Trackable - A Pervasive Persistence Infrastructure

Training in TensorFlow means continually adjusting collections of values stored as tensors in objects called variables.

The persistence of these variables, from one training session to the next, is critical for improving on the already achieved, but otherwise long-running results.

A new system-wide pervasive trackable architecture now provides just such a persistence infrastructure. Instead of the old name-based hierarchy, the new design applies a topological, “layered objects” naming scheme.

In this first blog, we explore some of the key aspects of this architecture. We start with a high-level view and then we gradually build from the simple base classes to the more useful Keras layers.

Our objective is to arrive at a training model representable by the graph and runnable example.

We first need to prep our environment to run any meaningful code:

import tensorflow as tf
from datetime import datetime
from tensorflow.python.training.tracking import base
from tensorflow.python.training.tracking import tracking

The actual persistence of training data, the weights, is ultimately realized through explicit Checkpoint objects.

As the number of such representations grows, saved as efficiently encoded versioned files, CheckpointManagers help with keeping track (see TF docs for full functionality).

Private Trackable object

We present a simple scenario for persisting (saving and restoring) a single-valued variable encapsulated by a Trackable object as follows:

def trackable(tr1, v):
    c = tf.train.Checkpoint(tr1=tr1)
    m = tf.train.CheckpointManager(c, '/tmp/q/trackable', max_to_keep=2)
    p = m.latest_checkpoint
    c.restore(p).expect_partial()
    if p:
        print(f'restored from: {p}')
        print(f'others are: {m.checkpoints}')
    else:
        print('start from scratch')
    print(f'value before: {v.numpy()}')
    v.assign_add(1)
    m.save()

Using the above function, our 3 iterations of incrementing the single-valued int variable and keeping track of the Checkpoint files result in:

tr1 = base.Trackable()
v = tf.Variable(1)
tr1._track_trackable(v, name='tr1_v')
for _ in range(3):
    trackable(tr1, v)

  start from scratch
  value before: 1
  restored from: /tmp/q/trackable/ckpt-1
  others are: ['/tmp/q/trackable/ckpt-1']
  value before: 2
  restored from: /tmp/q/trackable/ckpt-2
  others are: ['/tmp/q/trackable/ckpt-1', '/tmp/q/trackable/ckpt-2']
  value before: 3

While the above snippet is fully functional, the extensive boiler-plate code becomes an unnecessary hassle when implementing even slightly more complex schemes.

Also note that we used a private, undocumented and non-API method to make our code work.
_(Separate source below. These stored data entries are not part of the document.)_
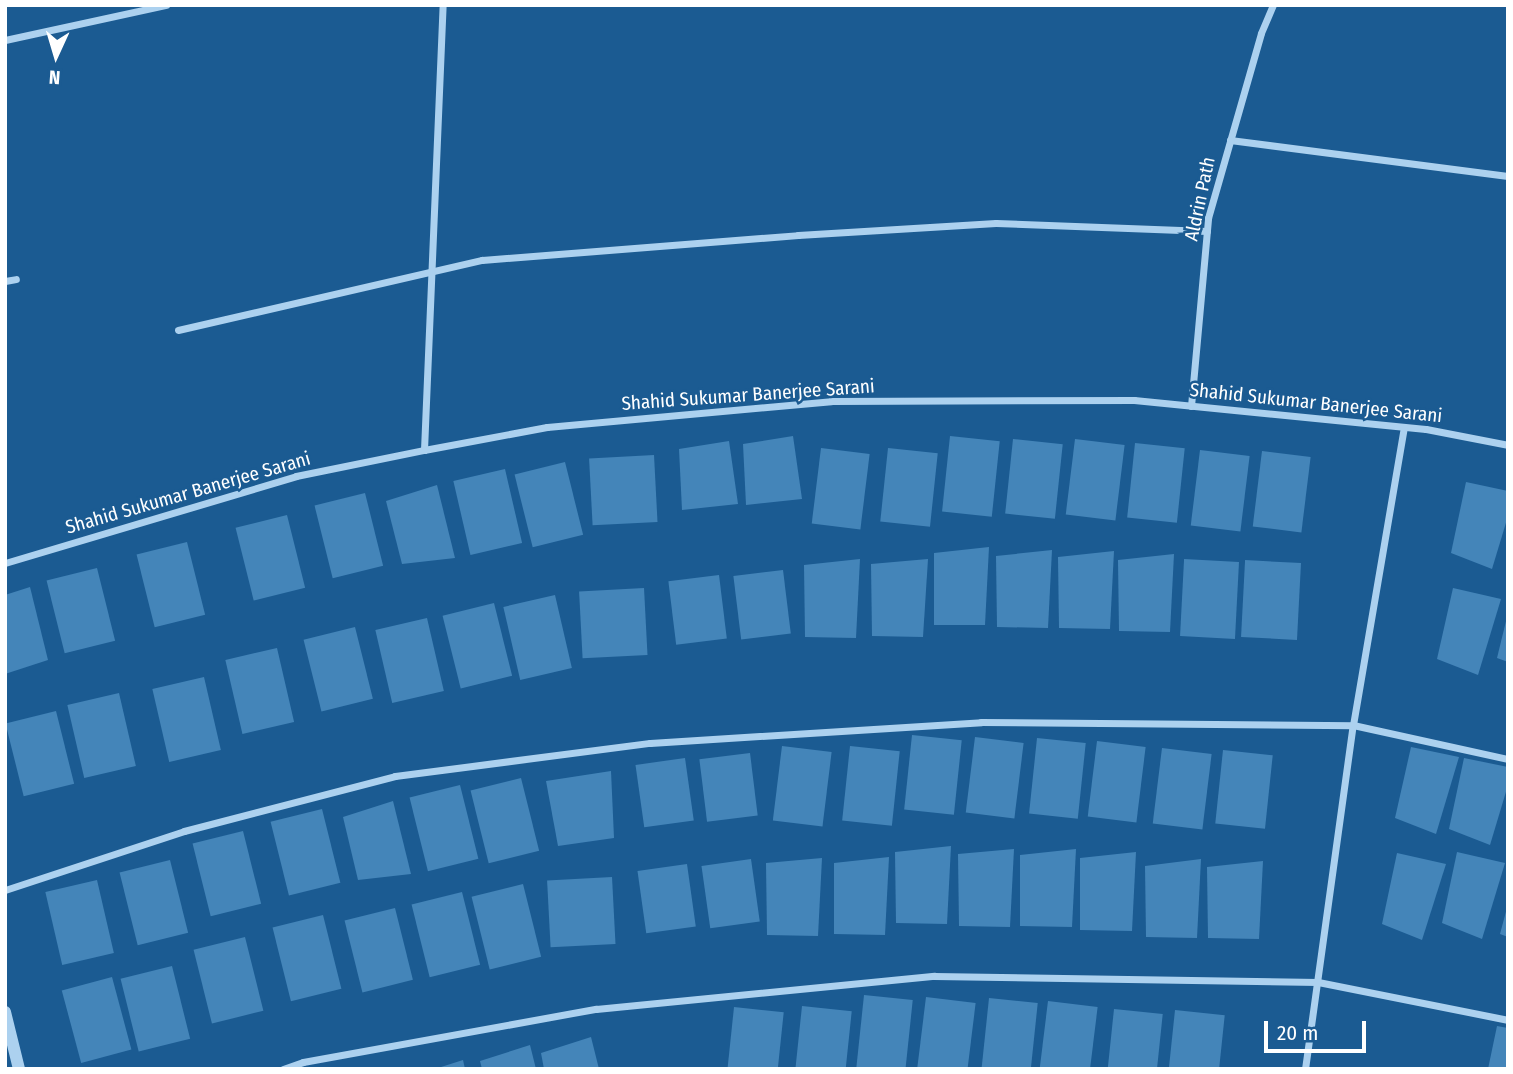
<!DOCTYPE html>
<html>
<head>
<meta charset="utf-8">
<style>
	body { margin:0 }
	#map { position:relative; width:1513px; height:1074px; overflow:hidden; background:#1b5b92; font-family:"Fira Sans Condensed",sans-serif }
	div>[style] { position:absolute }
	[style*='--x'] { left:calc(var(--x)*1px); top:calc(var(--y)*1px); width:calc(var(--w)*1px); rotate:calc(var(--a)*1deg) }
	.building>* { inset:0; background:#4485b9; transform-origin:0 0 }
	.minor>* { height:7px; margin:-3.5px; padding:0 3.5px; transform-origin:3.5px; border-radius:3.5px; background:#acd1ef }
	.tertiary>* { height:12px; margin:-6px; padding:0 6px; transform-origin:6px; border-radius:6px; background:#acd1ef }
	span { translate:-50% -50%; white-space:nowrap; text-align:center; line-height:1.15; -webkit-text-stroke:5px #1b5b92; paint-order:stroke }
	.street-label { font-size:19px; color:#fff }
	.frame { position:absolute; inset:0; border:7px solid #fff; pointer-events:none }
	.north { position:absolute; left:21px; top:21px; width:70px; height:70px; -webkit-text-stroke:5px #1b5b92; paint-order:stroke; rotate:184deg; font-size:19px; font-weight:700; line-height:28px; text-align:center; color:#fff }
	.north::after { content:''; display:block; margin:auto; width:24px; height:32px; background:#fff; clip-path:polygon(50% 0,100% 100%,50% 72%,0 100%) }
	.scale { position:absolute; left:1264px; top:1021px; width:102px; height:32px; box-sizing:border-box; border:4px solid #fff; border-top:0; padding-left:9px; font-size:21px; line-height:24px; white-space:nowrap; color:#fff; -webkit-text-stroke:5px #1b5b92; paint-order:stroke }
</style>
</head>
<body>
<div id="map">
	<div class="building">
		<div style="clip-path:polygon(793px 436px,802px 499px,746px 505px,743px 444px)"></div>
		<div style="left:950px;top:436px;width:50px;height:76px;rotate:6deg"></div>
		<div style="left:1013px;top:439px;width:50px;height:75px;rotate:6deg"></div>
		<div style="left:1075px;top:439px;width:50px;height:76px;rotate:7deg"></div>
		<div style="clip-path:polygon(729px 441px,738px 504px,682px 510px,679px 449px)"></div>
		<div style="left:1135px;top:443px;width:50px;height:75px;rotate:6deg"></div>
		<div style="left:821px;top:448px;width:49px;height:76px;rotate:7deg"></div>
		<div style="left:888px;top:448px;width:50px;height:74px;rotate:6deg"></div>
		<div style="left:1200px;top:450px;width:50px;height:76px;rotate:7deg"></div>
		<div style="left:1262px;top:451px;width:49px;height:76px;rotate:7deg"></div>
		<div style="left:654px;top:455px;width:67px;height:65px;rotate:87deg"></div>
		<div style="left:565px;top:462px;width:75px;height:52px;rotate:76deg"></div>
		<div style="left:505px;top:469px;width:76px;height:53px;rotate:77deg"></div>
		<div style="clip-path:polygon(1466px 482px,1508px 491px,1508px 516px,1492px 569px,1451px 553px)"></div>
		<div style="clip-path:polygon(437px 485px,455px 558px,402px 564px,386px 501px)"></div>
		<div style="left:365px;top:493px;width:75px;height:52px;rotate:76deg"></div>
		<div style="left:287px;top:515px;width:75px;height:53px;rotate:76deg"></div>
		<div style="left:187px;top:542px;width:75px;height:52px;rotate:76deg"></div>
		<div style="clip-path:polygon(989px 547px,985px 625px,934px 625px,934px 553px)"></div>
		<div style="clip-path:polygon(1052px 550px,1048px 628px,997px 627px,996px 556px)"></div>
		<div style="clip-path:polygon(1114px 551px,1110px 629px,1059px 628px,1058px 557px)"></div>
		<div style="clip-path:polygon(1174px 554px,1170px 632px,1119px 631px,1118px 560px)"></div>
		<div style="clip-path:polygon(860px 559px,856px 638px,805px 637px,804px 565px)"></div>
		<div style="clip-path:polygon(928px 559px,923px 637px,872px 636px,871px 564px)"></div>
		<div style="left:1239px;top:562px;width:77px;height:55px;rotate:93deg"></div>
		<div style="left:1301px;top:563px;width:77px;height:56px;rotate:93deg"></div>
		<div style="left:97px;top:568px;width:75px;height:52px;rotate:76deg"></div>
		<div style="left:783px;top:570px;width:64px;height:50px;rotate:83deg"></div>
		<div style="left:719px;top:575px;width:64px;height:51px;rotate:83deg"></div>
		<div style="clip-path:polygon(30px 587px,48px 660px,5px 674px,5px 595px)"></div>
		<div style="left:644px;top:588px;width:67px;height:65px;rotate:87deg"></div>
		<div style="clip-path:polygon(1453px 588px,1501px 599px,1478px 675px,1437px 659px)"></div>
		<div style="left:555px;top:595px;width:75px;height:53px;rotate:77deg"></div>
		<div style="left:494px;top:603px;width:75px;height:53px;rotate:76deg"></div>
		<div style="clip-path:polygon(1508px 613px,1508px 662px,1497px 658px)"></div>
		<div style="left:427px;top:618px;width:75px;height:53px;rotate:77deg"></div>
		<div style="left:355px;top:627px;width:74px;height:53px;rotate:76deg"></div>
		<div style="left:277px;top:648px;width:76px;height:53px;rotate:77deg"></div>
		<div style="left:204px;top:677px;width:75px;height:53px;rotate:77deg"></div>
		<div style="left:119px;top:693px;width:75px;height:53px;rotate:77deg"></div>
		<div style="left:56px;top:711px;width:75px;height:52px;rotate:76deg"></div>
		<div style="left:912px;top:735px;width:50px;height:75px;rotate:6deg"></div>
		<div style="left:975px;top:737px;width:49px;height:76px;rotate:7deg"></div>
		<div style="left:1037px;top:738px;width:49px;height:76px;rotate:6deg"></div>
		<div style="left:1097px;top:741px;width:49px;height:76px;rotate:7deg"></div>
		<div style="left:782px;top:746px;width:50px;height:75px;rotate:7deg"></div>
		<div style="left:850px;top:746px;width:50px;height:75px;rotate:6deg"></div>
		<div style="clip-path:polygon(1411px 747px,1459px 757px,1436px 834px,1395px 818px)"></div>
		<div style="left:1162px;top:748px;width:50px;height:76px;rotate:7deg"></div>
		<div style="left:1223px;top:750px;width:50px;height:74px;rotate:6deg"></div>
		<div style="left:750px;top:753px;width:63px;height:51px;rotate:83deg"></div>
		<div style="left:685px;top:758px;width:63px;height:50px;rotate:82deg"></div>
		<div style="clip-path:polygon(1464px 758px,1508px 767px,1508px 785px,1490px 845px,1449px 829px)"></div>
		<div style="clip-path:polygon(611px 771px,614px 838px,558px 846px,546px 781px)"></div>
		<div style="left:521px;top:778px;width:75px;height:52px;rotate:76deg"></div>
		<div style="left:460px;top:785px;width:76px;height:52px;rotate:76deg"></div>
		<div style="clip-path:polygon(393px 801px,411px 874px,358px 880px,343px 817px)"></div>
		<div style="left:322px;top:809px;width:76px;height:53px;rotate:76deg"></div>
		<div style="left:243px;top:831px;width:75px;height:52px;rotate:76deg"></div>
		<div style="clip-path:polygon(951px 846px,947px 924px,896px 923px,895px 852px)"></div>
		<div style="clip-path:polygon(1014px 849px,1010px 927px,959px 926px,958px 854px)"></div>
		<div style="clip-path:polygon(1076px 849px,1072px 927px,1020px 926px,1020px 855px)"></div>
		<div style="clip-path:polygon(1136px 852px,1132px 931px,1080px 930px,1080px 858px)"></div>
		<div style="clip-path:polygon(1457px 852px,1505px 863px,1482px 939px,1442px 923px)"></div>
		<div style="clip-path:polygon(1397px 853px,1446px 864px,1422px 940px,1382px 924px)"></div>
		<div style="clip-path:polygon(889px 857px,885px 935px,834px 934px,834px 863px)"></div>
		<div style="clip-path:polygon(822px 858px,818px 936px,767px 935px,766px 863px)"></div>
		<div style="left:751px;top:859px;width:63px;height:50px;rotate:82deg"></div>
		<div style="clip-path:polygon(1201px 859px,1197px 938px,1146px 937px,1145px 866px)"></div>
		<div style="left:170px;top:860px;width:75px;height:52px;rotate:76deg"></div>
		<div style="clip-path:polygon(1263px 861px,1259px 939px,1208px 938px,1207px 867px)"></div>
		<div style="left:687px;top:864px;width:63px;height:50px;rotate:82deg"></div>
		<div style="left:612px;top:877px;width:67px;height:65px;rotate:87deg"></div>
		<div style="left:97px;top:880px;width:75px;height:53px;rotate:77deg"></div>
		<div style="left:523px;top:884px;width:75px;height:53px;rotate:76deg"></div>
		<div style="left:462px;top:892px;width:75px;height:52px;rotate:76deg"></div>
		<div style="clip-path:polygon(1508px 904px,1508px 937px,1500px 934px)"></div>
		<div style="left:395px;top:908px;width:74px;height:52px;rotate:76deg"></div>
		<div style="left:323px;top:915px;width:76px;height:52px;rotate:76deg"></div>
		<div style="left:245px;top:937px;width:76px;height:53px;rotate:76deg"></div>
		<div style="left:172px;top:966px;width:75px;height:53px;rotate:76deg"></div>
		<div style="left:112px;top:977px;width:75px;height:52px;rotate:75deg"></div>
		<div style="left:864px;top:995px;width:49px;height:75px;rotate:6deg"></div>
		<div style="left:926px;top:997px;width:50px;height:72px;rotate:7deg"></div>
		<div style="left:989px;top:998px;width:49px;height:72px;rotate:6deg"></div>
		<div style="left:1048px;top:1001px;width:50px;height:68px;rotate:7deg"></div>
		<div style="left:802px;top:1006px;width:50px;height:63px;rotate:6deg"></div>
		<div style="left:734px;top:1007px;width:50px;height:62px;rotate:6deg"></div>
		<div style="left:1114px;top:1009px;width:49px;height:61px;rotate:6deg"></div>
		<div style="left:1175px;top:1010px;width:50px;height:59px;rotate:6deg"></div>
		<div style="clip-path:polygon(1497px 1026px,1508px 1028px,1508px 1069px,1488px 1069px)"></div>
		<div style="clip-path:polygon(591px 1037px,599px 1069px,544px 1069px,541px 1053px)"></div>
		<div style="clip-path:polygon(530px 1045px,536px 1069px,482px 1069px,480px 1061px)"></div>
		<div style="clip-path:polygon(463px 1060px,465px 1069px,438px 1069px,438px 1068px)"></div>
	</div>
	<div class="minor">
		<div style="--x:5;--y:40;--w:165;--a:-12.3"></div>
		<div style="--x:1230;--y:140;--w:280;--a:7.4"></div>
		<div style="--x:5;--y:281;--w:11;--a:-10"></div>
		<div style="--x:178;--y:330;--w:312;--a:-13"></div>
		<div style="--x:482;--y:260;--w:317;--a:-4.5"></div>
		<div style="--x:798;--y:235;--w:198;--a:-3.5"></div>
		<div style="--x:996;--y:223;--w:211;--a:2.2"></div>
		<div style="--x:1191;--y:406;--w:189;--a:-84.8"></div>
		<div style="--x:1208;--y:218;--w:192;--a:-74"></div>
		<div style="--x:1261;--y:33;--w:30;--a:-67"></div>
		<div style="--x:424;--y:450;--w:445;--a:-87.6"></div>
		<div style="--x:5;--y:563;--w:304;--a:-16.6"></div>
		<div style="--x:296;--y:476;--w:131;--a:-11.5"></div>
		<div style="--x:424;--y:450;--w:125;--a:-10.6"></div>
		<div style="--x:547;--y:427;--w:285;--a:-5.2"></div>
		<div style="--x:831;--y:401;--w:303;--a:-0.2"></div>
		<div style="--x:1134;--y:400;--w:293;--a:5.7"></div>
		<div style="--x:1426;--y:429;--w:84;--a:11"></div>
		<div style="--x:5;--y:890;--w:188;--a:-18.2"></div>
		<div style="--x:184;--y:831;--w:218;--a:-14.6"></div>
		<div style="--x:395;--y:776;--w:257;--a:-7.4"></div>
		<div style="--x:650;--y:743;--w:332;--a:-3.6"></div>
		<div style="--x:981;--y:722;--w:372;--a:0.5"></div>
		<div style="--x:1353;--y:725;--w:159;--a:12.4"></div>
		<div style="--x:283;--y:1069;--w:21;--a:-19"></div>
		<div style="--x:303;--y:1062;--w:298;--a:-10.3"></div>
		<div style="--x:596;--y:1009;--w:340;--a:-5.6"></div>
		<div style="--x:934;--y:976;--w:384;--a:0.9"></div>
		<div style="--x:1318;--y:982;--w:194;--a:11.3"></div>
		<div style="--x:1305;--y:1069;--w:347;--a:-82.1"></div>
		<div style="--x:1353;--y:725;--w:302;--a:-80.3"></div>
	</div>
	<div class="tertiary">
		<div style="--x:5;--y:1012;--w:59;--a:76.2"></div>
	</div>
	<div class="street-label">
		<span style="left:1200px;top:199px;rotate:-78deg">Aldrin Path</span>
		<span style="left:748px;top:395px;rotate:-4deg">Shahid Sukumar Banerjee Sarani</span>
		<span style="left:1316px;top:403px;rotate:6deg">Shahid Sukumar Banerjee Sarani</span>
		<span style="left:188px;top:493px;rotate:-16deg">Shahid Sukumar Banerjee Sarani</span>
	</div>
	<div class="frame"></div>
	<div class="north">N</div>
	<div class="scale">20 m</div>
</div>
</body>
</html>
A more convenient “auto-tracking” functionality is needed.

Pythonic AutoTrackable

The native Python attribute mechanism conveniently provides a framework to satisfy such needs as we’ll see in a moment.

In preparation, our slightly adjusted printing function is now as follows:

def autotrackable(tr2, tracked, untracked):
    c = tf.train.Checkpoint(tr2=tr2)
    m = tf.train.CheckpointManager(c, '/tmp/q/trackable', max_to_keep=2)
    p = m.latest_checkpoint
    c.restore(p).expect_partial()
    if p:
        print(f'restored from: {p}')
    print(f'values before: {tracked.numpy()}, {untracked.numpy()}')
    tracked.assign_add(1000)
    m.save()
    print(f'value as saved: {tracked.numpy()}')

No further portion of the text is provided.